It’s about time that I return all the things given to me over the years that I have no use for. Like the sweater your grandmother gave you for Christmas. You know the one I’m talking about, thick, wool, v-neck. Some sort of animal printed or woven on it like a deer or ducks or something. The kind of sweater they always have in stock over at J.C. Penny.

Like the gifts we open on holidays, our overeagerness to expose what is beneath the wrapping is sometimes dispelled by the reality of whats inside the box. According to the suburban time line I should be to the point of establishment. Where I come from kids my age are all well and done with their university education and on to good positions at great companies.
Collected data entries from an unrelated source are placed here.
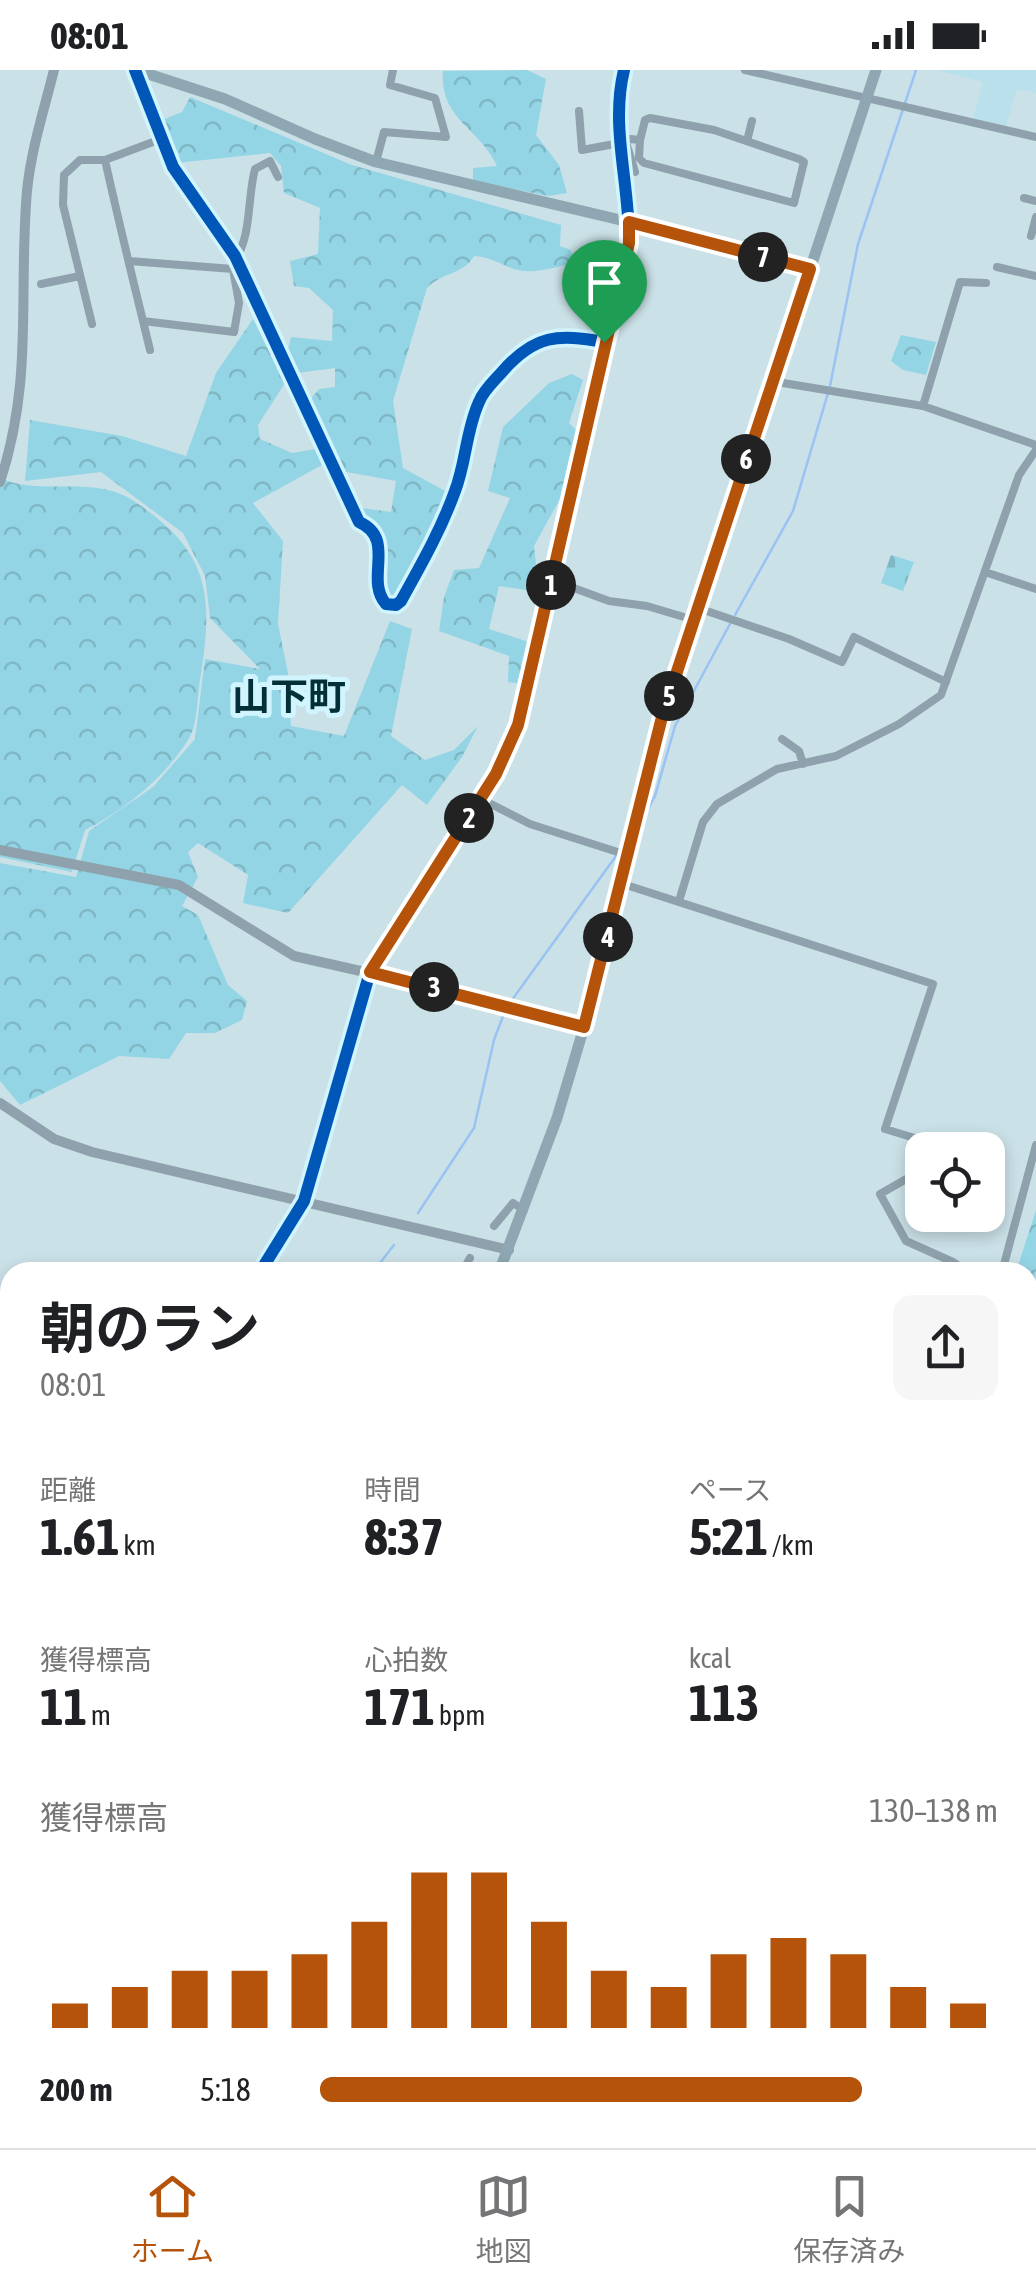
<!DOCTYPE html>
<html lang="ja">
<head>
<meta charset="utf-8">
<style>
  :root { --surface:#fff; --page:#f6f6f6; --text:#202124; --muted:#757577; --line:#e0e0e0; --accent:#b45309 }
  body { margin:0; font-family:"Asap Condensed","Noto Sans JP",sans-serif; background:var(--page); color:var(--text); height:100vh; display:flex; flex-direction:column; font-size:38px; white-space:nowrap }
  * { box-sizing:border-box; margin:0 }
  p { font-size:32px; color:var(--muted) }
  .icon { flex:none; width:55px; height:55px; fill:none; stroke:currentColor; stroke-width:2; stroke-linecap:round; stroke-linejoin:round }
  .map { position:relative; flex:1; overflow:hidden }
  .details { position:absolute; left:0px; top:1192px; width:1038px; height:888px; display:flex; flex-direction:column; background:var(--surface); border-radius:30px 30px 0 0; box-shadow:0 5px 15px #0003 }
  .details>* { flex:none }
  .buttons { position:absolute; left:905px; top:1062px; display:grid; gap:20px }
  .buttons a { display:grid; place-items:center; width:100px; height:100px; border-radius:20px; background:var(--surface); box-shadow:0 5px 15px #0003; font-size:50px }
  .pin { position:absolute; display:grid; place-items:center; width:85px; height:85px; color:#fff; margin:-102px -42px; border-radius:50% 50% 50% 0; rotate:-45deg; box-shadow:0 0 10px #0007 }
  .pin .icon { rotate:45deg }
  .km { position:absolute; width:50px; height:50px; margin:-25px; border-radius:50%; background:#222; color:#fff; font-size:28px; line-height:50px; text-align:center }
  .round { display:grid; place-items:center; flex:none; width:105px; height:105px; border-radius:20px; background:var(--page) }
  .summary { display:flex; align-items:center; justify-content:space-between; height:170px; padding:0 40px }
  h1 { font-size:55px; font-weight:700; line-height:75px }
  .stats { display:grid; grid-template-columns:repeat(3,1fr); gap:15px; height:170px; padding:10px 40px }
  .stats div { display:grid; align-content:center }
  .stats b { font-size:50px; font-weight:700 }
  .stats small { font-size:28px; font-weight:400 }
  .stats p { font-size:28px }
  .chart { height:280px; padding:20px 40px }
  .chart p { display:flex; justify-content:space-between }
  .chart svg { width:100%; height:180px; margin-top:10px; stroke:var(--accent); stroke-width:6 }
  ul { padding:0 40px; list-style:none; font-size:32px }
  li { display:grid; grid-template-columns:160px 120px 1fr; align-items:center; height:75px }
  li i { height:25px; border-radius:12px; background:var(--accent) }
  .status { display:flex; justify-content:space-between; align-items:center; height:70px; padding:0 50px; background:var(--surface); direction:ltr }
  .status svg { height:28px; fill:currentColor }
  .dock { display:flex; justify-content:space-around; align-items:center; height:140px; border-top:2px solid var(--line); background:var(--surface); font-size:28px; color:var(--muted) }
  .dock a { display:grid; justify-items:center; gap:5px }
  .dock .on { color:var(--accent) }
  .map>svg:first-child { display:block }
  .built { fill:#bae1eb }
  .forest { fill:url(#forest-crowns) }
  .cemetery { fill:url(#cemetery-stones) }
  .water { fill:url(#water-waves) }
  .lines { fill:none; stroke-linecap:round; stroke-linejoin:round }
  .stream { stroke:#9ac2f3; stroke-width:2.5 }
  .minor { stroke:#8ea1ac; stroke-width:8 }
  .tertiary { stroke:#8ea1ac; stroke-width:10 }
  .secondary { stroke:#8ea7b2; stroke-width:11 }
  .cycleway-casing { stroke:#d1f5fe; stroke-width:19 }
  .cycleway { stroke:#0057b8; stroke-width:12 }
  .route-casing { stroke:#fff; stroke-width:20 }
  .route { stroke:#b45309; stroke-width:12 }
  .labels { text-anchor:middle; stroke-width:10; stroke-linejoin:round; paint-order:stroke }
  .quarter-label { font-size:38px; font-weight:bold; fill:#032f38; stroke:#d1f5fe }
</style>
</head>
<body>
<div class="status"><b>08:01</b><svg viewBox="0 0 49 12"><path d="M0 12V9h3v3zM5 12V6h3v6zM10 12V3h3v9zM15 12V0h3v12zM26 1h20v11H26zM47 4h2v5h-2z"/></svg></div>
<div class="map">
<svg width="1036" height="2078" viewBox="0 0 1036 2078">
  <defs>
    <pattern id="forest-crowns" width="20" height="18" patternUnits="userSpaceOnUse" patternTransform="scale(2.5)"><rect width="20" height="18" fill="#94d5e5"/><path d="M2 6a3 3 0 1 1 6 0M12 15a3 3 0 1 1 6 0" fill="none" stroke="#7fb7c5"/></pattern>
    <pattern id="cemetery-stones" width="16" height="16" patternUnits="userSpaceOnUse" patternTransform="scale(2.5)"><rect width="16" height="16" fill="#94d5e5"/><path d="M2 7V4a2 2 0 0 1 4 0v3zM10 15v-3a2 2 0 0 1 4 0v3z" fill="#7fb7c5"/></pattern>
    <pattern id="water-waves" width="16" height="10" patternUnits="userSpaceOnUse" patternTransform="scale(2.5)"><rect width="16" height="10" fill="#9ac2f3"/><path d="M0 5q4-4 8 0t8 0" fill="none" stroke="#84a7d1"/></pattern>
  </defs>
  <rect width="100%" height="100%" fill="#cae1e7"/>
  <!-- built -->
  <path class="built" d="M936,0H1036V23L1017,19L1006,56L973,48L983,12Z"/>
  <!-- forest -->
  <path class="forest" d="M527,0L546,9L536,65L559,95L567,123L548,126L473,111V98L497,96C480,58 439,49 443,1Z
    M190,27L352,95L561,155L560,176L571,180L574,193C555,197 533,205 514,199C499,194 491,187 474,186C463,205 442,202 427,218L393,331L403,398L449,423L432,468L400,525L391,528L383,521C382,494 389,459 362,444V438L391,442L396,411L341,401L308,332L319,319L335,317V298L297,303L287,285L291,267L332,271L333,240L309,218L294,216L290,191L318,184L320,138L284,123L281,96L270,83L176,93L160,51L182,42Z
    M253,249L285,313L258,355L260,369L292,383L315,379L322,395L253,433L283,471L278,554L288,603L291,656L344,666L390,551L412,559L391,666L425,690L454,680L478,656L462,687L427,735L402,715L288,843L243,833L248,805L198,773L188,782L198,807L182,836L198,845L228,915L247,931L242,950L215,963H186L169,989L119,986L20,1035L0,1011V793L76,807L89,761L153,717L195,669L205,589L260,599L210,548L205,506L183,463L101,402L25,411L30,350L122,366L186,386L216,303Z
    M901,265L936,272L926,305L903,300L891,291Z
    M572,304L583,310L569,353L578,362L566,418L534,476L539,522L499,516L489,559L526,571L531,581L528,615L508,612L509,586L439,561L444,527L454,500L479,498L510,428L488,421L503,357L549,313Z
    M0,408C43,427 93,404 134,431C210,482 214,524 200,610C197,628 198,655 188,670C164,708 125,740 85,760L72,802L0,787Z
    M1036,1140V1200L1028,1240V1202H1016Z
    M1036,1787V1924L1028,1940V1815Z
    M576,2070H721L715,2078H575Z"/>
  <!-- cemetery -->
  <path class="cemetery" d="M891,485L914,492L903,521L881,513Z"/>
  <!-- water -->
  <path class="water" d="M1036,1217V1757L1028,1789V1259Z
    M804,2070H905L902,2078H802Z"/>
  <g class="lines">
    <!-- stream -->
    <path class="stream" d="M830,316L858,174L916,0
      M735,545L793,441L828,323
      M647,741L655,726L675,656L731,552
      M509,934L616,786
      M418,1143L474,1058L494,970L505,941
      M373,1202L394,1175
      M197,2070L199,2078"/>
    <!-- minor -->
    <path class="minor" d="M135,0L173,97L235,186L359,452C397,469 364,509 386,534L396,535L401,531C421,495 441,460 455,421C466,393 466,360 479,332C483,321 494,311 502,302C535,264 558,264 604,272
      M745,0L1036,67
      M579,41L582,80L620,73
      M620,68L640,70L645,50L650,48L714,60L799,89L804,92L794,133L644,93L639,88L640,70
      M625,69L635,102
      M747,71L752,51
      M376,92L384,62L446,67L435,28L390,15L393,0
      M1024,128L1036,131
      M1031,166L1036,147
      M235,190C252,165 247,129 255,99L270,91L278,107
      M129,191L233,199L239,233L234,262L143,251C130,198 117,144 105,90L161,69
      M997,197L1036,206
      M41,214L80,206
      M143,251L150,280
      M92,254L63,135L64,105L80,90H105
      M771,311L923,336L1036,375
      M923,336L960,212L986,213
      M985,502L1036,519
      M552,510L609,531L647,536L694,550
      M698,538L789,569L842,592L854,567L946,612
      M782,669L799,681L803,694
      M481,729L530,754L627,785
      M620,813L933,914L885,1059L931,1073L929,1080
      M679,831L703,752L717,734L777,699L836,686L899,654L941,625L1019,405L1036,380
      M922,1100L880,1124L906,1171L953,1192L968,1202
      M494,1156L513,1133L524,1140
      M260,1202L304,1131L370,902L496,704L518,655L629,173C630,115 610,57 624,0
      M462,1202L470,1188
      M1002,1202L1036,1075
      M0,1675L10,1648
      M0,1831L10,1832
      M1028,1992L1036,1976
      M565,2078L567,2070
      M982,2078L987,2070"/>
    <!-- tertiary -->
    <path class="tertiary" d="M0,412C34,309 18,225 27,121C31,80 44,40 54,0
      M0,780L179,815L294,886L436,918L584,957
      M0,1033L54,1069L92,1082L509,1180
      M0,1696L10,1701"/>
    <!-- secondary -->
    <path class="secondary" d="M136,0L225,29L315,69L376,92L629,152L810,199
      M499,1202L557,1048L584,957L662,647L876,0
      M63,2078V2070"/>
    <!-- cycleway casing -->
    <g class="cycleway-casing">
      <path id="cycleway" d="M135,0L173,97L235,186L359,452C397,469 364,509 386,534L396,535L401,531C421,495 441,460 455,421C466,393 466,360 479,332C483,321 494,311 502,302C535,264 558,264 604,272
        M260,1202L304,1131L370,902L496,704L518,655L629,173C630,115 610,57 624,0"/>
    </g>
    <!-- cycleway -->
    <use href="#cycleway" class="cycleway"/>
  </g>
  <g class="lines">
    <!-- route casing -->
    <g class="route-casing">
      <path id="route" d="M629,152L810,199L662,647L584,957L370,902L496,704L518,655L629,173Z"/>
    </g>
    <!-- route -->
    <use href="#route" class="route"/>
  </g>
  <g class="labels">
    <!-- quarter labels -->
    <g class="quarter-label">
      <text x="289" y="640">山下町</text>
    </g>
  </g>
</svg>
<div class="buttons">
<a><svg class="icon" aria-label="locate" viewBox="0 0 24 24"><circle cx="12" cy="12" r="6"/><path d="M12 2v4M12 18v4M2 12h4M18 12h4"/></svg></a>
</div>
<div class="pin" style="left:604px;top:272px;background:#1e9e55"><svg class="icon" aria-label="arrive" viewBox="0 0 24 24"><path d="M6 21V4h12l-3 4 3 4H6"/></svg></div>
<b class="km" style="left:551px;top:515px">1</b>
<b class="km" style="left:469px;top:748px">2</b>
<b class="km" style="left:434px;top:917px">3</b>
<b class="km" style="left:608px;top:867px">4</b>
<b class="km" style="left:669px;top:626px">5</b>
<b class="km" style="left:746px;top:389px">6</b>
<b class="km" style="left:763px;top:187px">7</b>
<section class="details">
<div class="summary"><div><h1>朝のラン</h1><p>08:01</p></div><a class="round"><svg class="icon" aria-label="share" viewBox="0 0 24 24"><path d="M12 15V3M7 8l5-5 5 5M5 13v7h14v-7"/></svg></a></div>
<div class="stats">
<div><p>距離</p><b>1.61<small> km</small></b></div>
<div><p>時間</p><b>8:37</b></div>
<div><p>ペース</p><b>5:21<small> /km</small></b></div>
</div>
<div class="stats">
<div><p>獲得標高</p><b>11<small> m</small></b></div>
<div><p>心拍数</p><b>171<small> bpm</small></b></div>
<div><p>kcal</p><b>113</b></div>
</div>
<div class="chart"><p><span>獲得標高</span>130–138 m</p>
<svg viewBox="0 0 160 44" preserveAspectRatio="none"><path d="M5 44V38M15 44V34M25 44V30M35 44V30M45 44V26M55 44V18M65 44V6M75 44V6M85 44V18M95 44V30M105 44V34M115 44V26M125 44V22M135 44V26M145 44V34M155 44V38"/></svg>
</div>
<ul>
<li><b>200 m</b>5:18<i style="width:80%"></i></li>
</ul>
</section>
</div>
<nav class="dock">
<a class="on"><svg class="icon" aria-label="home" viewBox="0 0 24 24"><path d="M3 11l9-7 9 7M6 9v11h12V9"/></svg>ホーム</a>
<a><svg class="icon" aria-label="map" viewBox="0 0 24 24"><path d="M3 6l6-2 6 2 6-2v14l-6 2-6-2-6 2zM9 4v14M15 6v14"/></svg>地図</a>
<a><svg class="icon" aria-label="saved" viewBox="0 0 24 24"><path d="M7 4h10v16l-5-4-5 4z"/></svg>保存済み</a>
</nav>
</body>
</html>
They leave their tidy apartments and get into their new cars and head to work, but not before stopping to get their Venti Caramel Macchiatos. (the preferred drink of young professionals who know nothing about proper espresso) They put in 40 to 50 hours and come Friday at 5p.m. they are off to they hot new restaurants and sleek new clubs. Adorned in their best designer jeans, Aldo shoes, clunky watch, and aviators they will continue this ritual through Saturday, until Sunday when its time for football and sweatpants. And Monday its back to work.

Now where I come from this is known as a quantifiable results. A term that I am all to sick of. The mentality of the communities around me is to wager these results against those of your neighbors in an utterly shambolic attempt to meet some standard. A standard that I know all to well, one that I have grown quite sick of. the idea of a quantifiable results is rather dehumanizing when I stop to think about it. As a society we lend more importance to status, money, image, and material. When the landmarks that are important like kindness, well being, and quality of life all go by the way side. We pass up such things and discard them as immaterial and non-quantifiable. Kindness is weakness, compassion a sign of frailty, and quality of life can only be measured by the name tag sewn into your suit.

I have grown quite tired of these apparitions surrounding me, floating about, whispering in my ear. Their evidence is everywhere The clothes that I wear, the places I eat, the way in which I treat people. I hate it. And I try so hard to not allow them into my soul. But even the farthest rock from the shore gets wet once in a while. I fear that if I don’t get off this island soon my soul will wither from the exposure and if a rescuer were to arrive there would be little more left to me than rags and bones.

But why wait for salvation. My own endeavor might solve this yet. The one thing about Grandma was that she always taped the receipt to the inside of the box. She knew I was my own man. Its the thought that counts really. Those who give always do it with the best intentions, but Grandma was wise enough to understand that what we want to share with others does not always work. And so I am glad she always saved the receipt and let me decide.